**To do**
Which of the lines below hold "linecap"? Please return each one.

Extracted material below:

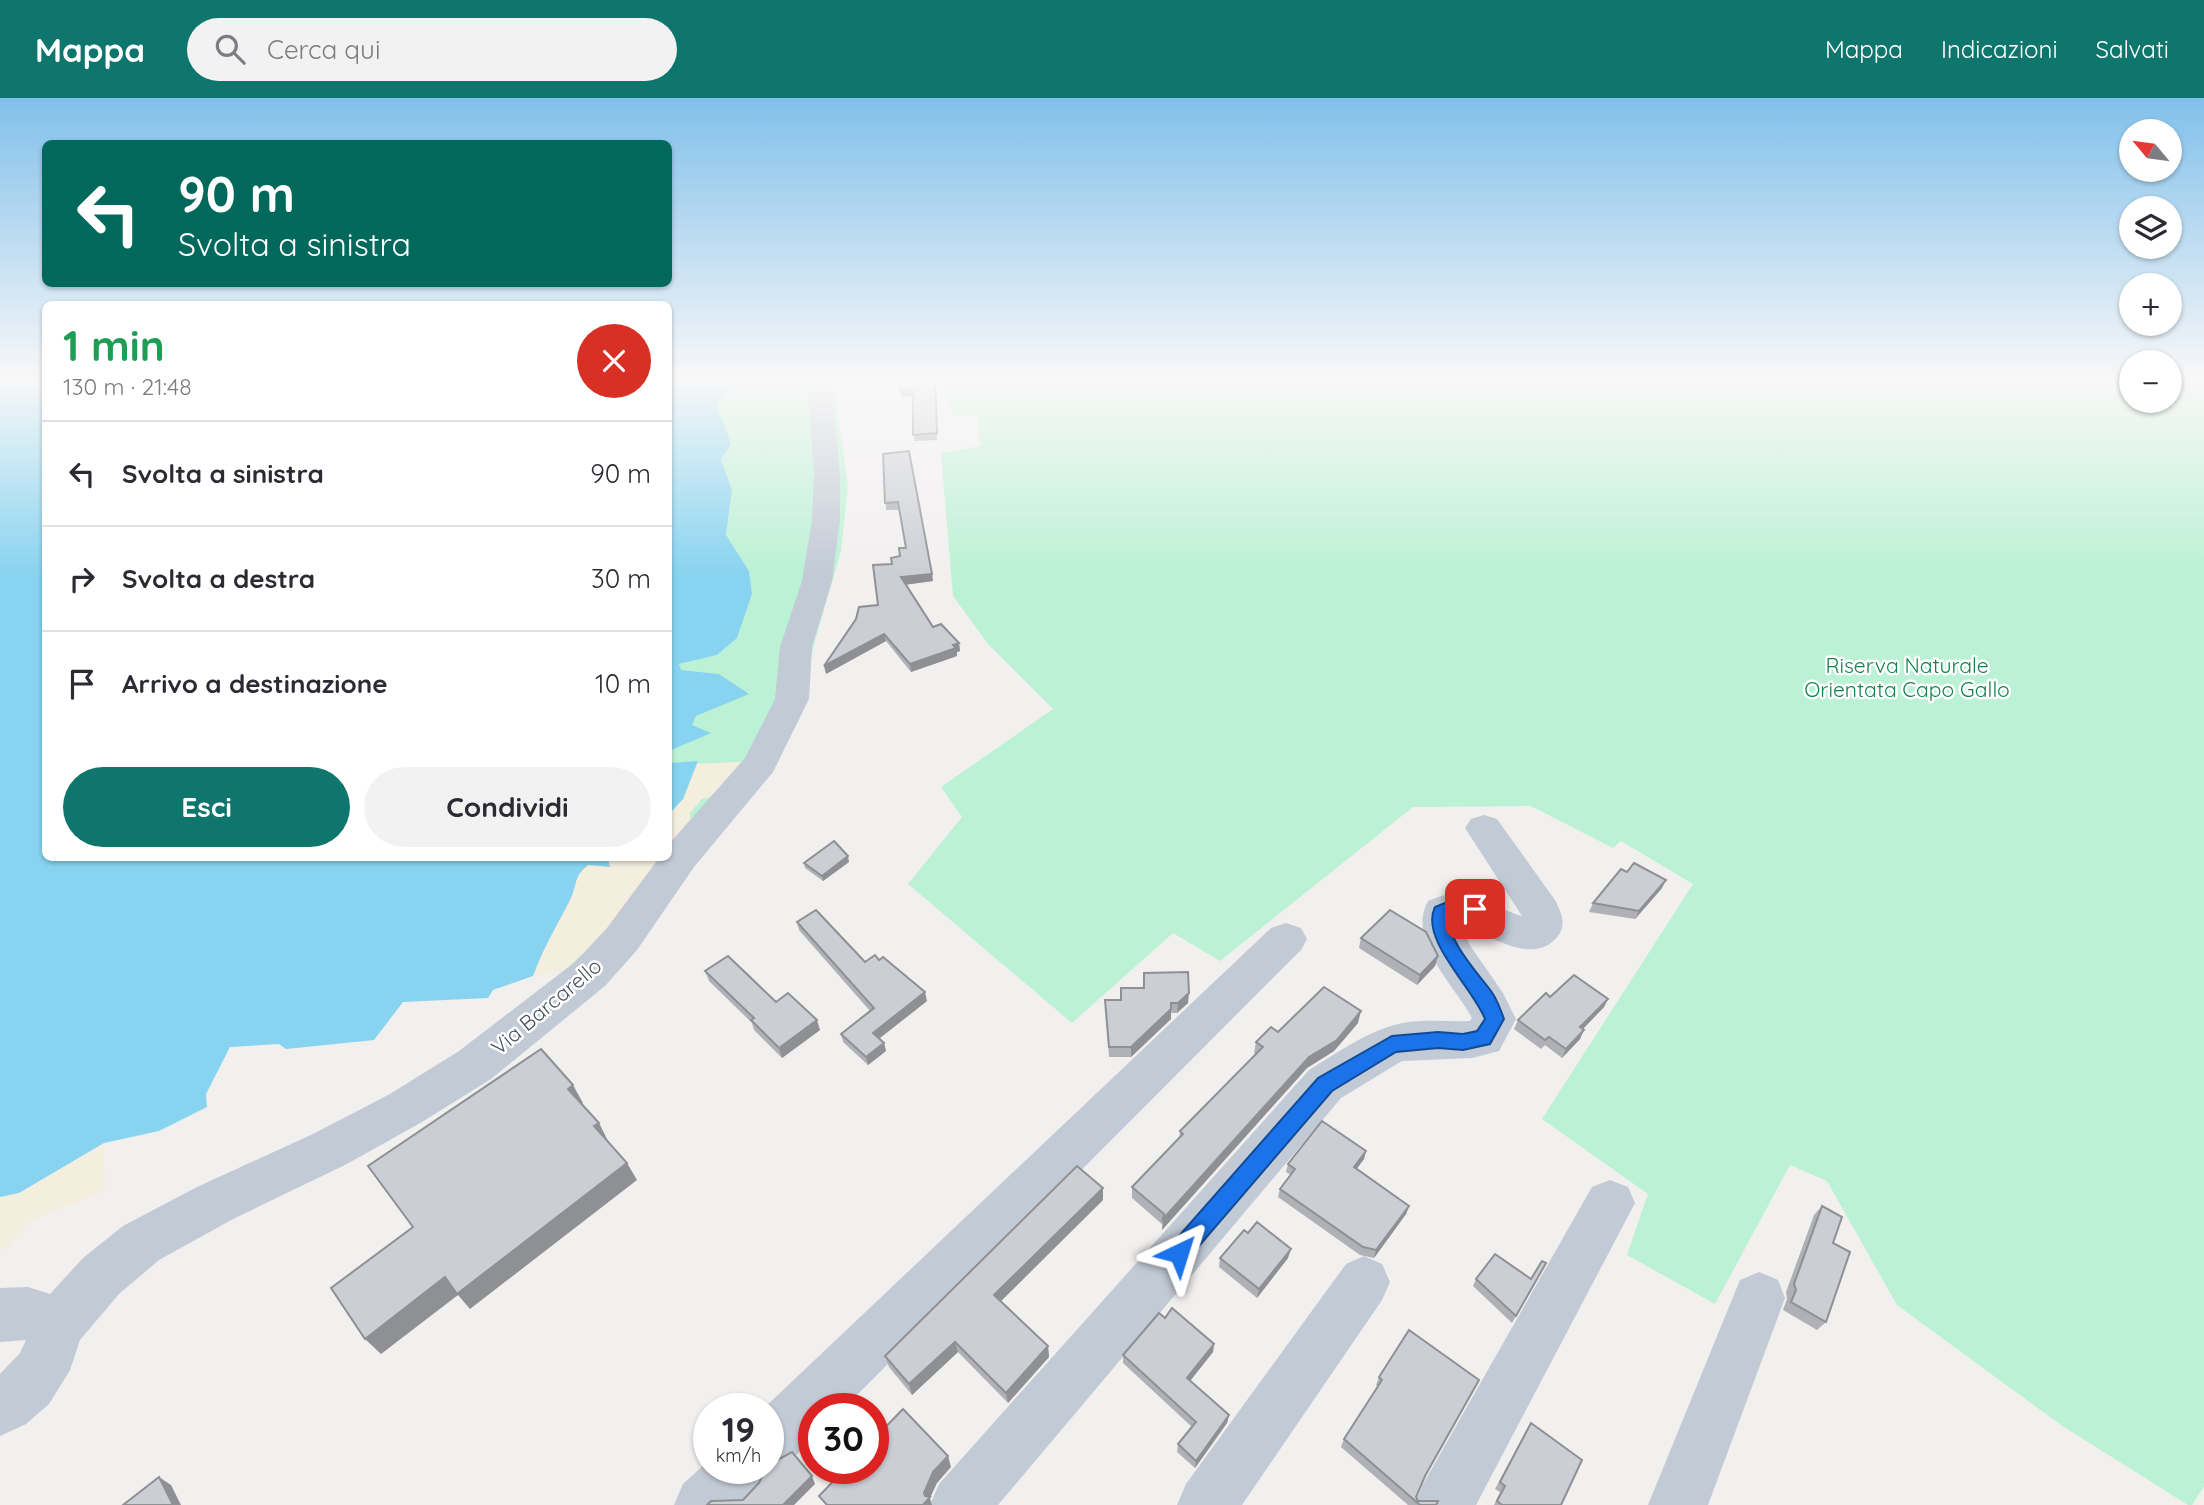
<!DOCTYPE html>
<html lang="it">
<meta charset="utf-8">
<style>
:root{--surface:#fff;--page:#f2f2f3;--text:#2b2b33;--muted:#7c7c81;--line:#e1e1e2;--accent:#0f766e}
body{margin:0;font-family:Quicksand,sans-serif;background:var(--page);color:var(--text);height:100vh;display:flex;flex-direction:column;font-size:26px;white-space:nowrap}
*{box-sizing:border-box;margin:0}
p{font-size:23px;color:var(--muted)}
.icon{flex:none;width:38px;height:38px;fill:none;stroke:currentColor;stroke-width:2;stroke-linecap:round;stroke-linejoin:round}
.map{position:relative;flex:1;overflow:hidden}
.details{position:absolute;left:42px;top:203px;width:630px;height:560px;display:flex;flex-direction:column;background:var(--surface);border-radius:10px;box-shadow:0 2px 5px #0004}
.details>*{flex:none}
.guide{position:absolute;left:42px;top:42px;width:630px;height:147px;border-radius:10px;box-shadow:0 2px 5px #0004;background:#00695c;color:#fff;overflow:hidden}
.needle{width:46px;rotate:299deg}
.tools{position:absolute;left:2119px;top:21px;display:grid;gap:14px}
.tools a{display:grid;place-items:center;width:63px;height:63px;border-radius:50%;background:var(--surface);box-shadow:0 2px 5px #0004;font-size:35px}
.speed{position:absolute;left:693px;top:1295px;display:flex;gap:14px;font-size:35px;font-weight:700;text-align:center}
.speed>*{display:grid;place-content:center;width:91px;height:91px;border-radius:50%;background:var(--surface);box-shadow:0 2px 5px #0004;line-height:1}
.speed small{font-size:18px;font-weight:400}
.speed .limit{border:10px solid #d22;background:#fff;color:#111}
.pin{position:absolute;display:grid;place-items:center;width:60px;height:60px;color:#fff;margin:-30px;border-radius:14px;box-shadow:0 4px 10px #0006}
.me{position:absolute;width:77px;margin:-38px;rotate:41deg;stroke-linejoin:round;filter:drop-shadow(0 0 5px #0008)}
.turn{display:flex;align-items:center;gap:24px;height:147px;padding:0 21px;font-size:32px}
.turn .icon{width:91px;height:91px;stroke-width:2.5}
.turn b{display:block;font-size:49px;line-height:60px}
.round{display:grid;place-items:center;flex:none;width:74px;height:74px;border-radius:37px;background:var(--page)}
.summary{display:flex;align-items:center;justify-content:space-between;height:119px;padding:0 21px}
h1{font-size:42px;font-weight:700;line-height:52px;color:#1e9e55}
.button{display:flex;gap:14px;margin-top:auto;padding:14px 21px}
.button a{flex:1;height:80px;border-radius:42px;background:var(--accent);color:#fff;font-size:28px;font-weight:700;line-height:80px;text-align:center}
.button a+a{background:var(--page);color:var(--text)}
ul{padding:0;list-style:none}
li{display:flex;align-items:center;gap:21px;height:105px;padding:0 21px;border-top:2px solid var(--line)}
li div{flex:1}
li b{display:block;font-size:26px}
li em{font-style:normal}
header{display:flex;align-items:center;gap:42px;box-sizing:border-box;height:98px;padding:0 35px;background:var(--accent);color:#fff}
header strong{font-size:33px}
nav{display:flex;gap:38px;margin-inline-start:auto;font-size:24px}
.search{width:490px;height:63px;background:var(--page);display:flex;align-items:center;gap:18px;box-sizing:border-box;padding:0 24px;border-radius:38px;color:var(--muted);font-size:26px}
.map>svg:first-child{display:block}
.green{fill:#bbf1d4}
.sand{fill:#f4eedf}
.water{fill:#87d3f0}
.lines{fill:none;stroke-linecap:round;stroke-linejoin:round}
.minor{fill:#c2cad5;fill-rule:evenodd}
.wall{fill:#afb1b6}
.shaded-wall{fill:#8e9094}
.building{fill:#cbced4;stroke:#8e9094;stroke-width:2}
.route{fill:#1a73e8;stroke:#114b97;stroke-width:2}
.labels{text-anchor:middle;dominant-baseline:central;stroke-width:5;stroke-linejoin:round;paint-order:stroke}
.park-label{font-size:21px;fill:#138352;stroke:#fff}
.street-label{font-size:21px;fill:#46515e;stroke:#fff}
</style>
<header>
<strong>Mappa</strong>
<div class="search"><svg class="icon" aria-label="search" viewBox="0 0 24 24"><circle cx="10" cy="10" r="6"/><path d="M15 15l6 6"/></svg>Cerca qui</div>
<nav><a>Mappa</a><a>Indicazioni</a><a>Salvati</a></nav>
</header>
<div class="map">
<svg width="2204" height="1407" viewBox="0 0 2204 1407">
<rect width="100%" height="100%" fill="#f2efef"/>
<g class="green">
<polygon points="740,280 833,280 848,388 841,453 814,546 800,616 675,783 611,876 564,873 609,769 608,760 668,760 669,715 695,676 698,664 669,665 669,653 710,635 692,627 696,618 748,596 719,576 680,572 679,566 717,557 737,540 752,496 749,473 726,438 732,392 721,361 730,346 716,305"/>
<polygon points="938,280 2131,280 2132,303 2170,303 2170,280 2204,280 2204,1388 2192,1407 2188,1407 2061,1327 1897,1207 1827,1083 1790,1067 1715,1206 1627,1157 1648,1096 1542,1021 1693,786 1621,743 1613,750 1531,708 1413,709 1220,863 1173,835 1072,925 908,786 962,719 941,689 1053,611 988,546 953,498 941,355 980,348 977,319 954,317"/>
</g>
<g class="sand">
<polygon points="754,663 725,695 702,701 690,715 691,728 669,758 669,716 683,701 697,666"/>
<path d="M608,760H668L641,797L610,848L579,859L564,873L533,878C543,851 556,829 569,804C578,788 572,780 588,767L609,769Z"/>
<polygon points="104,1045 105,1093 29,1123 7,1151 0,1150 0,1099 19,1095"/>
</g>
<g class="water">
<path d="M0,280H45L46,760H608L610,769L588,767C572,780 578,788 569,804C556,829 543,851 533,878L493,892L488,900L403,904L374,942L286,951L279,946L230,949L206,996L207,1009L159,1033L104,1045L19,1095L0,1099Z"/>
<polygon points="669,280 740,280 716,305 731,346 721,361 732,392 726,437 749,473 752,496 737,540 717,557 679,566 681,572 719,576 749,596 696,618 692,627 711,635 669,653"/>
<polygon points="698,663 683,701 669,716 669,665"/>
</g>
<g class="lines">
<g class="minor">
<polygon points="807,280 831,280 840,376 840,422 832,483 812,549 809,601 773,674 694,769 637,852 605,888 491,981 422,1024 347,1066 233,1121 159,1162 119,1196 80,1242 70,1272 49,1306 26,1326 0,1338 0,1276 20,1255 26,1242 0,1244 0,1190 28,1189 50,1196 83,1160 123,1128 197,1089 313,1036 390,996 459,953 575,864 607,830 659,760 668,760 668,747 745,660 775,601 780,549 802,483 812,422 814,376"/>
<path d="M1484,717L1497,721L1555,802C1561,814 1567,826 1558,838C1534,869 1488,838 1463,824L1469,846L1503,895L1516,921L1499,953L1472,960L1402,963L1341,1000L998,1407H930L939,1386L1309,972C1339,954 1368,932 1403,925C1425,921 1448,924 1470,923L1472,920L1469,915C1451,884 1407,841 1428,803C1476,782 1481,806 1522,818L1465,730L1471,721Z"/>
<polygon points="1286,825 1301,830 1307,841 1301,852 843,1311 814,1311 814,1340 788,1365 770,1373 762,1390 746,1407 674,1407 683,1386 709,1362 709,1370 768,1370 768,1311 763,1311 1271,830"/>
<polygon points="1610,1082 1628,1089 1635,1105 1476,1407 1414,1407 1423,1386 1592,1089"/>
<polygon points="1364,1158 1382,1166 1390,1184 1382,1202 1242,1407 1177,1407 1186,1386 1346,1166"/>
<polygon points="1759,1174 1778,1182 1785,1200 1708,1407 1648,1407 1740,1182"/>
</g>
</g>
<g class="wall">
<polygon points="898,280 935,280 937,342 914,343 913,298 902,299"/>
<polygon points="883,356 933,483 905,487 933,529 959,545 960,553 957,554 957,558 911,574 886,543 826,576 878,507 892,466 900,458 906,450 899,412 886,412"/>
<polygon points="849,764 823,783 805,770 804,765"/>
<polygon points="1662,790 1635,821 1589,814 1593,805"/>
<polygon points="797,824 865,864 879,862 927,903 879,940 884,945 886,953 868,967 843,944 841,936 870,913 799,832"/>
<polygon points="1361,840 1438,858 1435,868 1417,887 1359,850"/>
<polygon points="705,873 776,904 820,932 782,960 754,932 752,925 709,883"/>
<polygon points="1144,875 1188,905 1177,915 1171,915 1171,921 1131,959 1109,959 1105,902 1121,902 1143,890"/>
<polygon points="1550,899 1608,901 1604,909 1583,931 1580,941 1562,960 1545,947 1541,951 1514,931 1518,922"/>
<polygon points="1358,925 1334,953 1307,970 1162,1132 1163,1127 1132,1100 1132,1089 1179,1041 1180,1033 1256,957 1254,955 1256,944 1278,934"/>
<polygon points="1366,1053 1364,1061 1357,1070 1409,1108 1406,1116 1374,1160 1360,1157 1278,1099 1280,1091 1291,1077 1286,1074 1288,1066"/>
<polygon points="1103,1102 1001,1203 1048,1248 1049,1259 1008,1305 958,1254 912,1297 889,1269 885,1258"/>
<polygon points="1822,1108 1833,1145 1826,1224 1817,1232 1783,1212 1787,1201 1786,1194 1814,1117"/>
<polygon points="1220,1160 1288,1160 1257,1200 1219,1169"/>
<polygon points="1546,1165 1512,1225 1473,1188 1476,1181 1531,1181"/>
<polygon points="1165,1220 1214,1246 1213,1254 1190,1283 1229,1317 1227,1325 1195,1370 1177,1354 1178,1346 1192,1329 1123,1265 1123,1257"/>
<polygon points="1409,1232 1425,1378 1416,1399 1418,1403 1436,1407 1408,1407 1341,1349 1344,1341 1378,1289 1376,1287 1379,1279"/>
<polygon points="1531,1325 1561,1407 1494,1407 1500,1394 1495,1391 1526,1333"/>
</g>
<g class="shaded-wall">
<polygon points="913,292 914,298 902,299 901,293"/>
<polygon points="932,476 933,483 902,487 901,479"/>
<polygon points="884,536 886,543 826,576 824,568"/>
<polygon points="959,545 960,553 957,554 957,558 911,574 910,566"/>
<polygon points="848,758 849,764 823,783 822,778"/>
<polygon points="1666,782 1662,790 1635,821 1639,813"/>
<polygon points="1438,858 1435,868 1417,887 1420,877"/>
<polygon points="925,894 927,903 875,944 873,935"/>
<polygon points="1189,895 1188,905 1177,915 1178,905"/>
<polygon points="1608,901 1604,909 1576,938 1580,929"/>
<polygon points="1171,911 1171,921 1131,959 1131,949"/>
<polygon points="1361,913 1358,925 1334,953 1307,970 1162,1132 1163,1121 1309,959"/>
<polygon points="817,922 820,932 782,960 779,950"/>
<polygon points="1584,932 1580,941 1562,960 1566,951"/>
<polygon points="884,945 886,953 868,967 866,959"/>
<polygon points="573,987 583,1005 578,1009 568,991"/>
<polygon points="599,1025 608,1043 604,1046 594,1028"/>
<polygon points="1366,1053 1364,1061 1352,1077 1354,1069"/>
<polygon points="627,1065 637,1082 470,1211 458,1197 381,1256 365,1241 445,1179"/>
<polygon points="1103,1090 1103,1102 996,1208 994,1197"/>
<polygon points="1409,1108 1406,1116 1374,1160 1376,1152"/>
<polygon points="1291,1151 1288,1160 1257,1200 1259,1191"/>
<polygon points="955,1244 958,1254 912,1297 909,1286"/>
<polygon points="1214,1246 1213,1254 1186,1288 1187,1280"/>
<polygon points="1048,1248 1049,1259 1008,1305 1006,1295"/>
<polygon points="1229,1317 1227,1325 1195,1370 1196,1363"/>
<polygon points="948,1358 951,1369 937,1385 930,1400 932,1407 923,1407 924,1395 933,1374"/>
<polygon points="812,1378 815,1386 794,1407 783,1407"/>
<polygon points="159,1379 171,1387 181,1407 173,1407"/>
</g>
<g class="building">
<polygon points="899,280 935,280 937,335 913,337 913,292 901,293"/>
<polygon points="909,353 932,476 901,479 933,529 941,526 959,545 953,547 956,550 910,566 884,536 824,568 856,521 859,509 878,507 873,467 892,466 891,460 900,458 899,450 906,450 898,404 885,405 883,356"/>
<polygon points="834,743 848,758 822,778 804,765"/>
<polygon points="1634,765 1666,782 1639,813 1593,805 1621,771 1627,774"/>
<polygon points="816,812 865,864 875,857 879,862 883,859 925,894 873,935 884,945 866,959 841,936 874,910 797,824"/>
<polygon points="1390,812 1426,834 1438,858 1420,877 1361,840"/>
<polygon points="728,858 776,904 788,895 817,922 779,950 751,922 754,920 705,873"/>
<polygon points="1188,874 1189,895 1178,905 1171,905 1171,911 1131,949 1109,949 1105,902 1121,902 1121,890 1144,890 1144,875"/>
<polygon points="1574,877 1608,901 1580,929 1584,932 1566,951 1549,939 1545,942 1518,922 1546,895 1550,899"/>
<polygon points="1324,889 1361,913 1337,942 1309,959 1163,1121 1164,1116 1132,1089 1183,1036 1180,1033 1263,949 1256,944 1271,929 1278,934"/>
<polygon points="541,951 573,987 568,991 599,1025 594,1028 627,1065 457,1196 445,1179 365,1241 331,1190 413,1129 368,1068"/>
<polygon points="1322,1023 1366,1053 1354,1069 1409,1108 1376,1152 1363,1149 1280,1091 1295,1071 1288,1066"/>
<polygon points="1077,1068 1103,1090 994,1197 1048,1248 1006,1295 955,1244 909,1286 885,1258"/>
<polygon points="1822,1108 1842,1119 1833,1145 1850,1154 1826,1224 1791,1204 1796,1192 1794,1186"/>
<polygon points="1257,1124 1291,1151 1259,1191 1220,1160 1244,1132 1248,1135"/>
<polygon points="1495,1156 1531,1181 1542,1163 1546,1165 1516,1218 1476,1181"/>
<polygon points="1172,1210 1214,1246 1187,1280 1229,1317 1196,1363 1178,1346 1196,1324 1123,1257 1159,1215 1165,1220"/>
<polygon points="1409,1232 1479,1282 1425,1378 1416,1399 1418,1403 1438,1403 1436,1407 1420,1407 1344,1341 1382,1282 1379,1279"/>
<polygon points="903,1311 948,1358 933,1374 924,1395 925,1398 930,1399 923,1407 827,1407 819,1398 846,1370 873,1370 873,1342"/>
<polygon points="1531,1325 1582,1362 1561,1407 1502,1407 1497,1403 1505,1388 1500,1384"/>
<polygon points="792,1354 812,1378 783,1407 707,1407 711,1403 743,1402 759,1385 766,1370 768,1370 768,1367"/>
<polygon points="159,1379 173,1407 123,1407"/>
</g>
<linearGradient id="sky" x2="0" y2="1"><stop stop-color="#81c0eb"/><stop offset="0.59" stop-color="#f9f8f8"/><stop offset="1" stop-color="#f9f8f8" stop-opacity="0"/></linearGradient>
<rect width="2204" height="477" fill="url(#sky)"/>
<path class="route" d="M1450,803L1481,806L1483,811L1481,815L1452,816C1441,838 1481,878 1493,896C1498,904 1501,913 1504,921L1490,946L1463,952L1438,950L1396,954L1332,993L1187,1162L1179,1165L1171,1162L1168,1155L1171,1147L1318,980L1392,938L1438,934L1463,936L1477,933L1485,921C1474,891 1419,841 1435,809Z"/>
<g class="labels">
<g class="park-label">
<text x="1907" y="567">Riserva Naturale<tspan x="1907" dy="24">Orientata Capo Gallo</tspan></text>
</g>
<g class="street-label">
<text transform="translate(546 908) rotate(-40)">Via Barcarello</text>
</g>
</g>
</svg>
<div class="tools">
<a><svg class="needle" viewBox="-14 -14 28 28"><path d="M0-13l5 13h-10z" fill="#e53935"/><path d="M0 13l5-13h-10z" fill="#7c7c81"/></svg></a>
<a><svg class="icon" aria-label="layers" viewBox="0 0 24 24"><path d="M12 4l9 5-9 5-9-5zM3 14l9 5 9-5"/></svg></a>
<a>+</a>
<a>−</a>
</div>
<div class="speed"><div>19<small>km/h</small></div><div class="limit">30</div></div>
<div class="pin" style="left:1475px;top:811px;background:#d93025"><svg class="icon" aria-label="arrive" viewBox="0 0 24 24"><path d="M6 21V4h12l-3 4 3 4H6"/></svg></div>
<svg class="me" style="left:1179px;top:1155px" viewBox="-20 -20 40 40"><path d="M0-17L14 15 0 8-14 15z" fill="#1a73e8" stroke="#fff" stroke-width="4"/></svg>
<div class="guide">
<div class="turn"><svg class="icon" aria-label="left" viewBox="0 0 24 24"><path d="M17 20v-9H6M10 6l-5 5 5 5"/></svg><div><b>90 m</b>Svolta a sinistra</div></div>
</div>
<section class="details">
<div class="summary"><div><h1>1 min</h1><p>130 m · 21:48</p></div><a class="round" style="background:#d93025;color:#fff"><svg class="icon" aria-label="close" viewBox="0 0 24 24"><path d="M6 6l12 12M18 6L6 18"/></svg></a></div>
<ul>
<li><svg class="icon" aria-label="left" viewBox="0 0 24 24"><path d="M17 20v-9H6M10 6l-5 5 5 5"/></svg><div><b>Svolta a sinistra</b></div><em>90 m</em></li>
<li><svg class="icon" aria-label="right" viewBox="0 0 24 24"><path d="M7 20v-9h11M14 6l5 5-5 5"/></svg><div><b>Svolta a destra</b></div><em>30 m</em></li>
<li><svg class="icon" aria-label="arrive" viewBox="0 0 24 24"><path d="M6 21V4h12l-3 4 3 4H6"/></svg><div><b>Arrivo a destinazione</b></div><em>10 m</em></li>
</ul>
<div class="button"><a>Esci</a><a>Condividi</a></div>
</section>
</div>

End of Extracted material.

**Output**
.icon{flex:none;width:38px;height:38px;fill:none;stroke:currentColor;stroke-width:2;stroke-linecap:round;stroke-linejoin:round}
.lines{fill:none;stroke-linecap:round;stroke-linejoin:round}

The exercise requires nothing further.